---------- Information supplied ----------

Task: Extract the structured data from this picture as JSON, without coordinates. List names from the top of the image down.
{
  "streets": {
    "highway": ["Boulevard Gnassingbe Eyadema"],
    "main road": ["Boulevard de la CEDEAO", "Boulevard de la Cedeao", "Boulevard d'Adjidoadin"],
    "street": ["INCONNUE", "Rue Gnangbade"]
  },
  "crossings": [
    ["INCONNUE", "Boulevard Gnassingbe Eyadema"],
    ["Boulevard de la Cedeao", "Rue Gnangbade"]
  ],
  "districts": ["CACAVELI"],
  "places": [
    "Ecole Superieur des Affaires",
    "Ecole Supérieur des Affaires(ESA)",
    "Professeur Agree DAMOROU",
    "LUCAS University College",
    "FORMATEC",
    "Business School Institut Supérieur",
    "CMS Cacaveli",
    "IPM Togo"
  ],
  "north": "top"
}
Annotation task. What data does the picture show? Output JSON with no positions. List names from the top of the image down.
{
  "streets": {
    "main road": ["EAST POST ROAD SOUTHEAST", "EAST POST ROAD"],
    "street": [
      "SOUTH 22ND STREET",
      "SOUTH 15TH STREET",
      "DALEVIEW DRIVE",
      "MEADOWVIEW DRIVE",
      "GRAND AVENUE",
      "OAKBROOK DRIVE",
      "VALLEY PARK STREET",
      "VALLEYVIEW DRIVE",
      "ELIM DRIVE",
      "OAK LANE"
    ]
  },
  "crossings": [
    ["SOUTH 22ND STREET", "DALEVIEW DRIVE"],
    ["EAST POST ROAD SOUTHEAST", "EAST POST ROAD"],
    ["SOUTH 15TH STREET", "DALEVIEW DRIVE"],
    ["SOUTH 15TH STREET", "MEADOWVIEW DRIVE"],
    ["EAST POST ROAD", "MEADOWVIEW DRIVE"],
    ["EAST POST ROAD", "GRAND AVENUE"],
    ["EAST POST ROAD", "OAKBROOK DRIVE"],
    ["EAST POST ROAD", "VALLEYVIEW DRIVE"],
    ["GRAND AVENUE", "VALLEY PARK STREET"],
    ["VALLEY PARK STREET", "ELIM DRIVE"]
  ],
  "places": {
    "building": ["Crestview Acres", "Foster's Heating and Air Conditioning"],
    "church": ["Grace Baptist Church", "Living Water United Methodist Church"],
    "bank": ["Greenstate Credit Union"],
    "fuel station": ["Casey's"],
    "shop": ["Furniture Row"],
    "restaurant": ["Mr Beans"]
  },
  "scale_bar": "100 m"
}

----------

■ **Task requirements**: Give an exact copy of all the data shown above.

■ **Finished task**:
Task: Extract the structured data from this picture as JSON, without coordinates. List names from the top of the image down.
{
  "streets": {
    "highway": ["Boulevard Gnassingbe Eyadema"],
    "main road": ["Boulevard de la CEDEAO", "Boulevard de la Cedeao", "Boulevard d'Adjidoadin"],
    "street": ["INCONNUE", "Rue Gnangbade"]
  },
  "crossings": [
    ["INCONNUE", "Boulevard Gnassingbe Eyadema"],
    ["Boulevard de la Cedeao", "Rue Gnangbade"]
  ],
  "districts": ["CACAVELI"],
  "places": [
    "Ecole Superieur des Affaires",
    "Ecole Supérieur des Affaires(ESA)",
    "Professeur Agree DAMOROU",
    "LUCAS University College",
    "FORMATEC",
    "Business School Institut Supérieur",
    "CMS Cacaveli",
    "IPM Togo"
  ],
  "north": "top"
}
Annotation task. What data does the picture show? Output JSON with no positions. List names from the top of the image down.
{
  "streets": {
    "main road": ["EAST POST ROAD SOUTHEAST", "EAST POST ROAD"],
    "street": [
      "SOUTH 22ND STREET",
      "SOUTH 15TH STREET",
      "DALEVIEW DRIVE",
      "MEADOWVIEW DRIVE",
      "GRAND AVENUE",
      "OAKBROOK DRIVE",
      "VALLEY PARK STREET",
      "VALLEYVIEW DRIVE",
      "ELIM DRIVE",
      "OAK LANE"
    ]
  },
  "crossings": [
    ["SOUTH 22ND STREET", "DALEVIEW DRIVE"],
    ["EAST POST ROAD SOUTHEAST", "EAST POST ROAD"],
    ["SOUTH 15TH STREET", "DALEVIEW DRIVE"],
    ["SOUTH 15TH STREET", "MEADOWVIEW DRIVE"],
    ["EAST POST ROAD", "MEADOWVIEW DRIVE"],
    ["EAST POST ROAD", "GRAND AVENUE"],
    ["EAST POST ROAD", "OAKBROOK DRIVE"],
    ["EAST POST ROAD", "VALLEYVIEW DRIVE"],
    ["GRAND AVENUE", "VALLEY PARK STREET"],
    ["VALLEY PARK STREET", "ELIM DRIVE"]
  ],
  "places": {
    "building": ["Crestview Acres", "Foster's Heating and Air Conditioning"],
    "church": ["Grace Baptist Church", "Living Water United Methodist Church"],
    "bank": ["Greenstate Credit Union"],
    "fuel station": ["Casey's"],
    "shop": ["Furniture Row"],
    "restaurant": ["Mr Beans"]
  },
  "scale_bar": "100 m"
}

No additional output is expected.